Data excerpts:
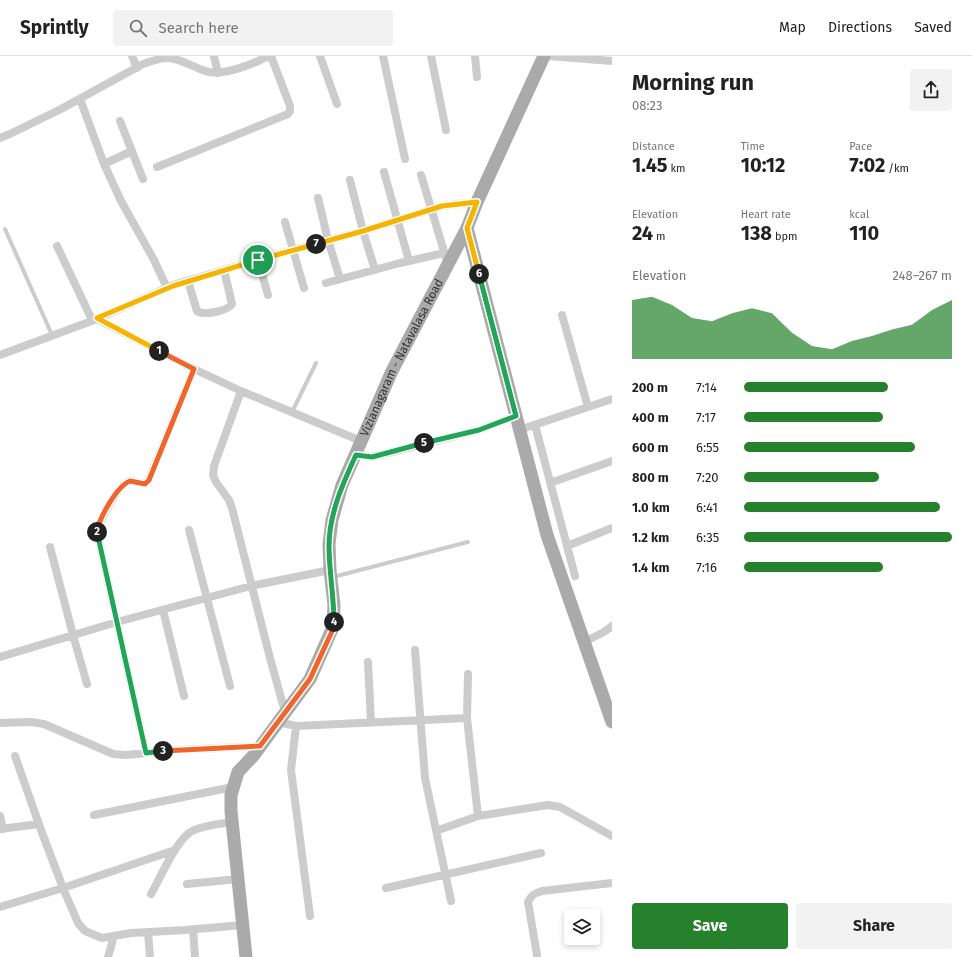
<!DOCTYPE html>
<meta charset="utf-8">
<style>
body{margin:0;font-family:"Fira Sans",sans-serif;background:#f2f2f2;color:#222;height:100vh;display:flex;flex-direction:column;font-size:15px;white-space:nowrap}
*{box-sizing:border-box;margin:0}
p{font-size:13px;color:#767676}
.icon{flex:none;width:22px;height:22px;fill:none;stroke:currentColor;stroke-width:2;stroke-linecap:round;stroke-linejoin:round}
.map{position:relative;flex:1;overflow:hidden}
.sheet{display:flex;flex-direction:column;background:#fff;width:360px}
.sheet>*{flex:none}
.buttons{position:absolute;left:564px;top:853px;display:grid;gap:8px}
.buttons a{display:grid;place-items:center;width:36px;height:36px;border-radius:4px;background:#fff;box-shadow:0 2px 6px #0003;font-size:20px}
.pin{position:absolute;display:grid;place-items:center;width:34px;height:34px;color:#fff;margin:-17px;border:2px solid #fff;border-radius:50%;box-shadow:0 1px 4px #0007}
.km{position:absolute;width:20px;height:20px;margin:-10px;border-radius:50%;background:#222;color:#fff;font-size:11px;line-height:20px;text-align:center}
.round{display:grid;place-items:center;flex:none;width:42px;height:42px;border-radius:4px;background:#f2f2f2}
.overview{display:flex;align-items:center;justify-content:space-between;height:68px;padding:0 20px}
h1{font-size:22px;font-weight:700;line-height:30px}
.metrics{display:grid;grid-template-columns:repeat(3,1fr);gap:6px;height:68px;padding:4px 20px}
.metrics div{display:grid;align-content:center}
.metrics b{font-size:20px;font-weight:700}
.metrics small{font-size:11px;font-weight:400}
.metrics p{font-size:11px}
.chart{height:112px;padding:8px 20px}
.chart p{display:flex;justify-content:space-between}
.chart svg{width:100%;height:72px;margin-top:4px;fill:#25812b;opacity:.7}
.action{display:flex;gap:8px;margin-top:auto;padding:8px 20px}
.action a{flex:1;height:46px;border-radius:4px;background:#25812b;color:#fff;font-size:16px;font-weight:700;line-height:46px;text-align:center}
.action a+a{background:#f2f2f2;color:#222}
ul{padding:0 20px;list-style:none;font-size:13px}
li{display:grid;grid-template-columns:64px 48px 1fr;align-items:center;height:30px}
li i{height:10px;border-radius:5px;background:#25812b}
header{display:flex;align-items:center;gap:24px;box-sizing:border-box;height:56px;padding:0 20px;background:#fff;border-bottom:1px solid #e0e0e0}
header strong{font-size:19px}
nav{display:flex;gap:22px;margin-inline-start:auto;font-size:14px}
.search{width:280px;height:36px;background:#f2f2f2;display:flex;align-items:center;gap:10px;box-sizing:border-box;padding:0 14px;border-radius:4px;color:#767676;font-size:15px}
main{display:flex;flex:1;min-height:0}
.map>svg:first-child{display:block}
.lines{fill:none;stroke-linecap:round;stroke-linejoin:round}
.service{stroke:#ccc;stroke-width:4}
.minor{stroke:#ccc;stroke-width:8}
.primary{stroke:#aaa;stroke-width:13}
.split-1-casing{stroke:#fff;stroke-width:8}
.split-2-casing{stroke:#fff;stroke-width:8}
.split-3-casing{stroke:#fff;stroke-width:8}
.split-4-casing{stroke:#fff;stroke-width:8}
.split-5-casing{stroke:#fff;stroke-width:8}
.split-6-casing{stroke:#fff;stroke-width:8}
.split-7-casing{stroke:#fff;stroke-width:8}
.split-8-casing{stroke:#fff;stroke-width:8}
.split-1{stroke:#f5b400;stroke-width:5}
.split-2{stroke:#f0652b;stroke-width:5}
.split-3{stroke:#22a559;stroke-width:5}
.split-4{stroke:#f0652b;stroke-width:5}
.split-5{stroke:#22a559;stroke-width:5}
.split-6{stroke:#22a559;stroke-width:5}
.split-7{stroke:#f5b400;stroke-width:5}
.split-8{stroke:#f5b400;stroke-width:5}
.labels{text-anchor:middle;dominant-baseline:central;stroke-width:4;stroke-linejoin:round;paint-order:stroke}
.street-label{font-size:12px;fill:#323232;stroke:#fff}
</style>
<header>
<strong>Sprintly</strong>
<div class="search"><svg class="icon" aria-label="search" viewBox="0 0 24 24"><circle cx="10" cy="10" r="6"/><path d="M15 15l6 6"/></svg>Search here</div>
<nav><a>Map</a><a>Directions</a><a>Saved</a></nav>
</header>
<main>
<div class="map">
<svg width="612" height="901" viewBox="0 0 612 901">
<rect width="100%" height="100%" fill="#fff"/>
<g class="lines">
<path class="service" d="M 5,173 L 52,279
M 292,356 L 316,307
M 333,521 L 468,486"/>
<path class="minor" d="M 132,0 L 137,12
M 214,0 L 218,17
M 320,0 L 337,48
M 383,0 L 405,103
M 431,0 L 446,74
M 475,0 L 477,21
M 548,0 L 612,5
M 80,43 L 104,108 L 121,145 L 154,204 L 167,232
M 120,65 L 143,123
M 0,82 L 12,77 L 61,53 L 143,8 C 153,5 164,0 174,3 C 185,5 197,13 209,16 C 225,19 254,8 268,0
M 104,108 L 132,95
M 157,111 L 288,58 L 290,55 L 290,50 L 271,0
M 384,116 L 409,205
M 421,119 L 446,202
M 350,124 L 363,175 L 375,214
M 318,142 L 328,184 L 340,223
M 285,166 L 304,232
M 57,190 L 92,264
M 258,204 L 268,239
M 188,225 L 197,255 C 204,260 227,255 232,248 L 224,214
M 326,227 L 400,207 L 444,197
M 562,259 L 588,351
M 97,263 L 194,313 L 241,335 L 361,385
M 0,299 L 97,263 L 173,229 L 271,200 L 363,175 L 442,150 L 477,146
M 241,335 L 214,410 L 213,419 L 216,426 L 229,444 L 232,452 L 270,602 L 285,656
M 535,369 L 575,520
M 519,374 L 612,343
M 356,399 L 372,401 L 479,374 L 516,360
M 550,427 L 612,405
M 189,474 L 230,630
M 567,490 L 612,472
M 50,491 L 73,579 L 87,628
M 163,554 L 184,640
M 584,586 L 604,576 L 612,570
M 415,594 L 425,722 L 451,845
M 0,601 L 117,566 L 251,530 L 330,514
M 368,606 L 371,666
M 468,618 L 467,662 L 478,760
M 278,666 L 296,670 L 467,662
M 0,667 L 31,666 L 44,668 L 113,698 L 126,699 L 178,694 L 260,690
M 296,670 L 291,714 L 310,860
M 146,697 L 97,476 C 99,465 119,428 129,425 C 135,424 140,428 145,428 L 149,423 L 194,313
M 15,700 L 41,774 L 63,832 L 78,867 L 85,875 L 102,882 L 131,877 L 185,874 L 243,869
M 94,759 L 233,731
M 0,760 L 3,773
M 0,773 L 39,768
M 436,775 L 478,760 L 548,749 L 560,751 L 612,780
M 187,828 L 238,823
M 386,832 L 541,797
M 151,838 C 161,821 176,784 192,775 C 204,769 220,768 232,766
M 0,851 L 63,832 L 175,794
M 193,874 L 195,901
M 148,877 L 150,901
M 537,899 L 528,846 C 531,839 535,837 542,835 L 612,827
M 108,901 L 114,880"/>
<g class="primary">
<path d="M 467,172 L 547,479 L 612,666"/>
<path id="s1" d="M 246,901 L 231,755 L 231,739 L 238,716 L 254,699 L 310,623 L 333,571 L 334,549 L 330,514 L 329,488 L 332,464 L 342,429 L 392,315 L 467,172 L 477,146 L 544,0"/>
</g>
</g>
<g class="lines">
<defs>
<path id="split-1" d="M 159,295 L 97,262 L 173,230 L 258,204"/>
<path id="split-2" d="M 97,476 C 99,462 117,430 130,425 L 145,428 L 149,424 L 194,313 L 159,295"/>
<path id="split-3" d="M 97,476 L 146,697 L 163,695"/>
<path id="split-4" d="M 163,695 L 260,690 L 310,623 L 334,571 L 334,566"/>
<path id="split-5" d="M 334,566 C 334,541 329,515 329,490 C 329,458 343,427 356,399 L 372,401 L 424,387"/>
<path id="split-6" d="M 424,387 L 479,374 L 516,360 L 479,218"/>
<path id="split-7" d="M 316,188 L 363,175 L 442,150 L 477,146 L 467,172 L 479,218"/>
<path id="split-8" d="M 258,204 L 316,188"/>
</defs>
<use href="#split-1" class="split-1-casing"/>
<use href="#split-2" class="split-2-casing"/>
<use href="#split-3" class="split-3-casing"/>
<use href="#split-4" class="split-4-casing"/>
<use href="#split-5" class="split-5-casing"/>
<use href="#split-6" class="split-6-casing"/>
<use href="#split-7" class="split-7-casing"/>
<use href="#split-8" class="split-8-casing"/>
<use href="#split-1" class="split-1"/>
<use href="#split-2" class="split-2"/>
<use href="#split-3" class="split-3"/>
<use href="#split-4" class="split-4"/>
<use href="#split-5" class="split-5"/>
<use href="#split-6" class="split-6"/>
<use href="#split-7" class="split-7"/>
<use href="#split-8" class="split-8"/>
</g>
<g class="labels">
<g class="street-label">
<text stroke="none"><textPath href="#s1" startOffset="646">Vizianagaram - Natavalasa Road</textPath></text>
</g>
</g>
</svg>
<div class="buttons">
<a><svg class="icon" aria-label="layers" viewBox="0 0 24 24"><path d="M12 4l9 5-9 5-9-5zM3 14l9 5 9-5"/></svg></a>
</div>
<div class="pin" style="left:258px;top:204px;background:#1e9e55"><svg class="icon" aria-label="arrive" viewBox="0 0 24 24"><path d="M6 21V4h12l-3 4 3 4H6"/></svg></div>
<b class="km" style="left:159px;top:295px">1</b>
<b class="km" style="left:97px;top:476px">2</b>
<b class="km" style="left:163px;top:695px">3</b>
<b class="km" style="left:334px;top:566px">4</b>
<b class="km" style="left:424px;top:387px">5</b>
<b class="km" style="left:479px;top:218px">6</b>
<b class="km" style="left:316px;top:188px">7</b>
</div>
<section class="sheet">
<div class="overview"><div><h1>Morning run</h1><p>08:23</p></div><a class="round"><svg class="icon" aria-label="share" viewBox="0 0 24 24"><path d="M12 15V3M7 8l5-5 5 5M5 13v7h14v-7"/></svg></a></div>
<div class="metrics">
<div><p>Distance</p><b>1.45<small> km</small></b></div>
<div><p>Time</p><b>10:12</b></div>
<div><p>Pace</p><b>7:02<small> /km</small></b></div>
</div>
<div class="metrics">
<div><p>Elevation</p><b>24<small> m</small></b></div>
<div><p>Heart rate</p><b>138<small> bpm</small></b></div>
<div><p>kcal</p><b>110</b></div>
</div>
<div class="chart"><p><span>Elevation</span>248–267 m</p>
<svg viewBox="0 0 160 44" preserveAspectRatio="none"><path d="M0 44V8L10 6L20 11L30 19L40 21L50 16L60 13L70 16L80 28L90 36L100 38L110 33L120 30L130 26L140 23L150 14L160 8V44z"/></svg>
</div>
<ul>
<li><b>200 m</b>7:14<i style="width:69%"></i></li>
<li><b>400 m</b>7:17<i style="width:67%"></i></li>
<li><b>600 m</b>6:55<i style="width:82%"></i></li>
<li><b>800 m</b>7:20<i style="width:65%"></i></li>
<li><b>1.0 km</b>6:41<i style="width:94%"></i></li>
<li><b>1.2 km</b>6:35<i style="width:100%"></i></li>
<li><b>1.4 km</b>7:16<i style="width:67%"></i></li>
</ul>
<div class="action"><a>Save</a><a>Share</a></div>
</section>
</main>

◆ Task to complete ◆
Select all lines with the word "absolute" from the entries above.

◆ Solved exercise ◆
.buttons{position:absolute;left:564px;top:853px;display:grid;gap:8px}
.pin{position:absolute;display:grid;place-items:center;width:34px;height:34px;color:#fff;margin:-17px;border:2px solid #fff;border-radius:50%;box-shadow:0 1px 4px #0007}
.km{position:absolute;width:20px;height:20px;margin:-10px;border-radius:50%;background:#222;color:#fff;font-size:11px;line-height:20px;text-align:center}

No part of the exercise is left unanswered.